Nothing outside the range below should be printed. Output exactly the lines from the line with "M564,17L574,27L556,45L541,31L551,22L555,26Z" to the line with "M744,679L762,680L761,693L743,691Z", both included.

··· Data extract

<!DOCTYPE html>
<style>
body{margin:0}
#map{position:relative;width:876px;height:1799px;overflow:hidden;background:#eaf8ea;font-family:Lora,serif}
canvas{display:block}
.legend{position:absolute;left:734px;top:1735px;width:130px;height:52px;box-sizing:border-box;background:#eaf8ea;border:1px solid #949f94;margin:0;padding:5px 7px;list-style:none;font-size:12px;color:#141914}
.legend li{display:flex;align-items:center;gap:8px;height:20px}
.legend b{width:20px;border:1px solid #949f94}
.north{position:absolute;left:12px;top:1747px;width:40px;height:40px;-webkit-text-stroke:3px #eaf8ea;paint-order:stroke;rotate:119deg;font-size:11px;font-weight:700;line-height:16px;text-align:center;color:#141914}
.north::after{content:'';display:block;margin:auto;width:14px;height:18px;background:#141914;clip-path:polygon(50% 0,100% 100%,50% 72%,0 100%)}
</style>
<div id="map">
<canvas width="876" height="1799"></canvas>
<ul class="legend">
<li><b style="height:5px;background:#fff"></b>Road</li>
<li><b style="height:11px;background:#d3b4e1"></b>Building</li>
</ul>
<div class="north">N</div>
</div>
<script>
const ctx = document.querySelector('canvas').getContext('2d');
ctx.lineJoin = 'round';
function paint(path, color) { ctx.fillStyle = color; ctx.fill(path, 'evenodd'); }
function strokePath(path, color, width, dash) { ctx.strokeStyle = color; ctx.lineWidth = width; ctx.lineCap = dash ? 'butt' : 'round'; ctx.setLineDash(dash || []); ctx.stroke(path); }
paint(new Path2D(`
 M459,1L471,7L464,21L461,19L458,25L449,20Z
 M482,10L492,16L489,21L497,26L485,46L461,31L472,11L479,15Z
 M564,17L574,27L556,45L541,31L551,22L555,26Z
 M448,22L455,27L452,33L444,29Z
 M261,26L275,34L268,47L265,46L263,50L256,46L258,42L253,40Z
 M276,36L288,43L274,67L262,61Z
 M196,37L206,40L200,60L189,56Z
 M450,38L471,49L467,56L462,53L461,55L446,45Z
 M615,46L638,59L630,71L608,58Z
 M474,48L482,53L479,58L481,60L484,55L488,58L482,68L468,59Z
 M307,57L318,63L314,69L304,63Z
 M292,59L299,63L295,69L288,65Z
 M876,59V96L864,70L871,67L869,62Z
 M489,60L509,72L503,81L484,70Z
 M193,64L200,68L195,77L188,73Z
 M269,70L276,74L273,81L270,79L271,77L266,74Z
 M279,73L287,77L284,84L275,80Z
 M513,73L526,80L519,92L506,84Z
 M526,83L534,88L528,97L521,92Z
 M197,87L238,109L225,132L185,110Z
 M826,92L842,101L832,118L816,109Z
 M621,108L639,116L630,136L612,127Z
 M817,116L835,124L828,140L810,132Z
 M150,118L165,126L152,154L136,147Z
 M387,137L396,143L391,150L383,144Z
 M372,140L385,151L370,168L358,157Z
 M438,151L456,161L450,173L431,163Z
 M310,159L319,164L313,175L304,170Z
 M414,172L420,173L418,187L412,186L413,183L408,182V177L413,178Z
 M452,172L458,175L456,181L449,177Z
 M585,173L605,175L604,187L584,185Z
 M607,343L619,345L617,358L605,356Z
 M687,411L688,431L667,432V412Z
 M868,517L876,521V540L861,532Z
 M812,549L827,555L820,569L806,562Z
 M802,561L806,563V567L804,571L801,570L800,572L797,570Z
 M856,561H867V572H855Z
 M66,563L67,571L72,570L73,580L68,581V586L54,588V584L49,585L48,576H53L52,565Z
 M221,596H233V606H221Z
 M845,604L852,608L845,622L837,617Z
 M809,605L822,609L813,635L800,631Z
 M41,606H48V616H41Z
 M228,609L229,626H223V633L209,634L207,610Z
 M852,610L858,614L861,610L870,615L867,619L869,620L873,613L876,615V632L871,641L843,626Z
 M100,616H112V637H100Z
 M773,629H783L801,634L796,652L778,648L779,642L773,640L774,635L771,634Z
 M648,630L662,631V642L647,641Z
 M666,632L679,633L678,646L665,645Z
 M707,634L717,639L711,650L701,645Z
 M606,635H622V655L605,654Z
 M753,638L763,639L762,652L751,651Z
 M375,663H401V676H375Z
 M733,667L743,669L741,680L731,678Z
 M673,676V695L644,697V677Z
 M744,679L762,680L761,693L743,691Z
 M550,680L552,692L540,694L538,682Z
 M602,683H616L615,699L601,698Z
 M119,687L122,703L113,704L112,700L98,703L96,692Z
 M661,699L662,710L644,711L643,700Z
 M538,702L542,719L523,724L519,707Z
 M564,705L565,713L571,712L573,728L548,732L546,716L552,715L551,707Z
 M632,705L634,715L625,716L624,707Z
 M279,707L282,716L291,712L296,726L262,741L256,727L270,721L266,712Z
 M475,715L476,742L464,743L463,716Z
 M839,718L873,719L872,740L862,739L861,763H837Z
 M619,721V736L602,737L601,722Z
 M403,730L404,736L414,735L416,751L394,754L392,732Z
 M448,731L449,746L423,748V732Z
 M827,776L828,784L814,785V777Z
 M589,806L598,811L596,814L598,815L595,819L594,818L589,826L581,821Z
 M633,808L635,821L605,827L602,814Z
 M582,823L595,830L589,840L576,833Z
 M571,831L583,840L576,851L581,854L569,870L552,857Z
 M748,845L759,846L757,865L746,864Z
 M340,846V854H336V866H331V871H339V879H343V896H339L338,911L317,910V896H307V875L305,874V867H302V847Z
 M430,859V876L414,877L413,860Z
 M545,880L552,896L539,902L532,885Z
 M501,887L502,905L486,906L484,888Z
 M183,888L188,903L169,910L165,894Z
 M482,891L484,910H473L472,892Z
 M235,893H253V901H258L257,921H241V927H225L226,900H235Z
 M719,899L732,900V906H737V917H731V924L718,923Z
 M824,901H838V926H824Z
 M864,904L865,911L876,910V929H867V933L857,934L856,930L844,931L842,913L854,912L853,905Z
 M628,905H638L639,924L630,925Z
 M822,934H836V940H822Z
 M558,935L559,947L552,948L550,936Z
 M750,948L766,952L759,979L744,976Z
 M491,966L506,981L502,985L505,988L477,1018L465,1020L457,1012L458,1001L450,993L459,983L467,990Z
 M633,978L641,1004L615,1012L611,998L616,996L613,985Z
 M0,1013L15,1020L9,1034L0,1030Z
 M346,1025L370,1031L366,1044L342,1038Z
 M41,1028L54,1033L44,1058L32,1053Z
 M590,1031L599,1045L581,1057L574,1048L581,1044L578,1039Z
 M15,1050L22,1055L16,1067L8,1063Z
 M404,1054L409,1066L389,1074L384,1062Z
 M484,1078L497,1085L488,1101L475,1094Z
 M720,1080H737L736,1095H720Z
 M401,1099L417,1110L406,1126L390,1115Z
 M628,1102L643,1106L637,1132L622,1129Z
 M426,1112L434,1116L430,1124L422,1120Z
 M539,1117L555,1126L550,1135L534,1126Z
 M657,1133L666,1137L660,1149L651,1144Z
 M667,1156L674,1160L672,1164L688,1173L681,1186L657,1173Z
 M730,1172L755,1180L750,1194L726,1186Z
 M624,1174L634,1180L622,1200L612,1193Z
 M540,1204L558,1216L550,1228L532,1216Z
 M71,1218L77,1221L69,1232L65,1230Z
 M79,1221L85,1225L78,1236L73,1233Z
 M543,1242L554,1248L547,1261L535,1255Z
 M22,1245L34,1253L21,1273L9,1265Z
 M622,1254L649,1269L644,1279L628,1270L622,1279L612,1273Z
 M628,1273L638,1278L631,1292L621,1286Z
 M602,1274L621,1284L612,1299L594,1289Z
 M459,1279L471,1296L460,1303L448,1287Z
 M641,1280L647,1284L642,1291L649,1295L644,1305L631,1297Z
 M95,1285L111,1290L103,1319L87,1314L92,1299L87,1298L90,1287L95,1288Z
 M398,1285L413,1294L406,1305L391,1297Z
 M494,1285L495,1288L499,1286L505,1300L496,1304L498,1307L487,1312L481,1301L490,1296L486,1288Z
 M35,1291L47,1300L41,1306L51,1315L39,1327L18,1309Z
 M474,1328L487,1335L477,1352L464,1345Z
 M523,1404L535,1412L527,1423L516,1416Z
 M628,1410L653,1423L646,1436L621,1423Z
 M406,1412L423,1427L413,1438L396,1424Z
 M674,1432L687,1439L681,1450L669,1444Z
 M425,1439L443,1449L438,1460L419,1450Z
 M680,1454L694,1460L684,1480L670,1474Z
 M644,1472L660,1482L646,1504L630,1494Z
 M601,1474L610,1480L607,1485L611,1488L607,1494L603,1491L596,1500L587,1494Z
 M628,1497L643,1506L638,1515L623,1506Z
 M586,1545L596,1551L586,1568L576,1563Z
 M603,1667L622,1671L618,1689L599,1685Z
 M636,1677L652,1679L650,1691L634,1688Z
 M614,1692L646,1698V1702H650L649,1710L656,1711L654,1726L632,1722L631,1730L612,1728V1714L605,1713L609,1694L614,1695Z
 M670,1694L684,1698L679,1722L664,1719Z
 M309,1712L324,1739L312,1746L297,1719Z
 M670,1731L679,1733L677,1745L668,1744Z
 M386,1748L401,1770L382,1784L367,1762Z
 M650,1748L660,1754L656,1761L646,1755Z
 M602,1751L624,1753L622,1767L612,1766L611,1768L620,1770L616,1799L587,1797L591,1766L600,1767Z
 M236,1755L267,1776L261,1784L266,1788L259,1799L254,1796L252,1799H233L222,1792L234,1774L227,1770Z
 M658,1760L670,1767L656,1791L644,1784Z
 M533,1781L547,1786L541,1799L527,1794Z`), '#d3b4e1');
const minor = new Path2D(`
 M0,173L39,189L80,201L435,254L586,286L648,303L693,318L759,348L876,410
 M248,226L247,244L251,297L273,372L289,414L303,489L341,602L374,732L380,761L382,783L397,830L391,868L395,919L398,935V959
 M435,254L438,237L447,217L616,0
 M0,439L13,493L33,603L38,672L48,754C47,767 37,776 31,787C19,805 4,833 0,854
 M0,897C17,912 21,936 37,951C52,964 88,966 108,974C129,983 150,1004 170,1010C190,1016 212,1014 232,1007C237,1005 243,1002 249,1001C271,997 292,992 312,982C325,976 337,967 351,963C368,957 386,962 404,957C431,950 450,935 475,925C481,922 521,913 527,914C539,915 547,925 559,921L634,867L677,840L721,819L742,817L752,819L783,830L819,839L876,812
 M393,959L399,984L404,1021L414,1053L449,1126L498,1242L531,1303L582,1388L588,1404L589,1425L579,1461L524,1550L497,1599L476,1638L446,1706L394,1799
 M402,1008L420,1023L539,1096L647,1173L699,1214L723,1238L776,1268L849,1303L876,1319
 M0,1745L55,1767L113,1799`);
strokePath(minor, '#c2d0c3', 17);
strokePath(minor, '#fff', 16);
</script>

······

### Answer for this exercise:
 M564,17L574,27L556,45L541,31L551,22L555,26Z
 M448,22L455,27L452,33L444,29Z
 M261,26L275,34L268,47L265,46L263,50L256,46L258,42L253,40Z
 M276,36L288,43L274,67L262,61Z
 M196,37L206,40L200,60L189,56Z
 M450,38L471,49L467,56L462,53L461,55L446,45Z
 M615,46L638,59L630,71L608,58Z
 M474,48L482,53L479,58L481,60L484,55L488,58L482,68L468,59Z
 M307,57L318,63L314,69L304,63Z
 M292,59L299,63L295,69L288,65Z
 M876,59V96L864,70L871,67L869,62Z
 M489,60L509,72L503,81L484,70Z
 M193,64L200,68L195,77L188,73Z
 M269,70L276,74L273,81L270,79L271,77L266,74Z
 M279,73L287,77L284,84L275,80Z
 M513,73L526,80L519,92L506,84Z
 M526,83L534,88L528,97L521,92Z
 M197,87L238,109L225,132L185,110Z
 M826,92L842,101L832,118L816,109Z
 M621,108L639,116L630,136L612,127Z
 M817,116L835,124L828,140L810,132Z
 M150,118L165,126L152,154L136,147Z
 M387,137L396,143L391,150L383,144Z
 M372,140L385,151L370,168L358,157Z
 M438,151L456,161L450,173L431,163Z
 M310,159L319,164L313,175L304,170Z
 M414,172L420,173L418,187L412,186L413,183L408,182V177L413,178Z
 M452,172L458,175L456,181L449,177Z
 M585,173L605,175L604,187L584,185Z
 M607,343L619,345L617,358L605,356Z
 M687,411L688,431L667,432V412Z
 M868,517L876,521V540L861,532Z
 M812,549L827,555L820,569L806,562Z
 M802,561L806,563V567L804,571L801,570L800,572L797,570Z
 M856,561H867V572H855Z
 M66,563L67,571L72,570L73,580L68,581V586L54,588V584L49,585L48,576H53L52,565Z
 M221,596H233V606H221Z
 M845,604L852,608L845,622L837,617Z
 M809,605L822,609L813,635L800,631Z
 M41,606H48V616H41Z
 M228,609L229,626H223V633L209,634L207,610Z
 M852,610L858,614L861,610L870,615L867,619L869,620L873,613L876,615V632L871,641L843,626Z
 M100,616H112V637H100Z
 M773,629H783L801,634L796,652L778,648L779,642L773,640L774,635L771,634Z
 M648,630L662,631V642L647,641Z
 M666,632L679,633L678,646L665,645Z
 M707,634L717,639L711,650L701,645Z
 M606,635H622V655L605,654Z
 M753,638L763,639L762,652L751,651Z
 M375,663H401V676H375Z
 M733,667L743,669L741,680L731,678Z
 M673,676V695L644,697V677Z
 M744,679L762,680L761,693L743,691Z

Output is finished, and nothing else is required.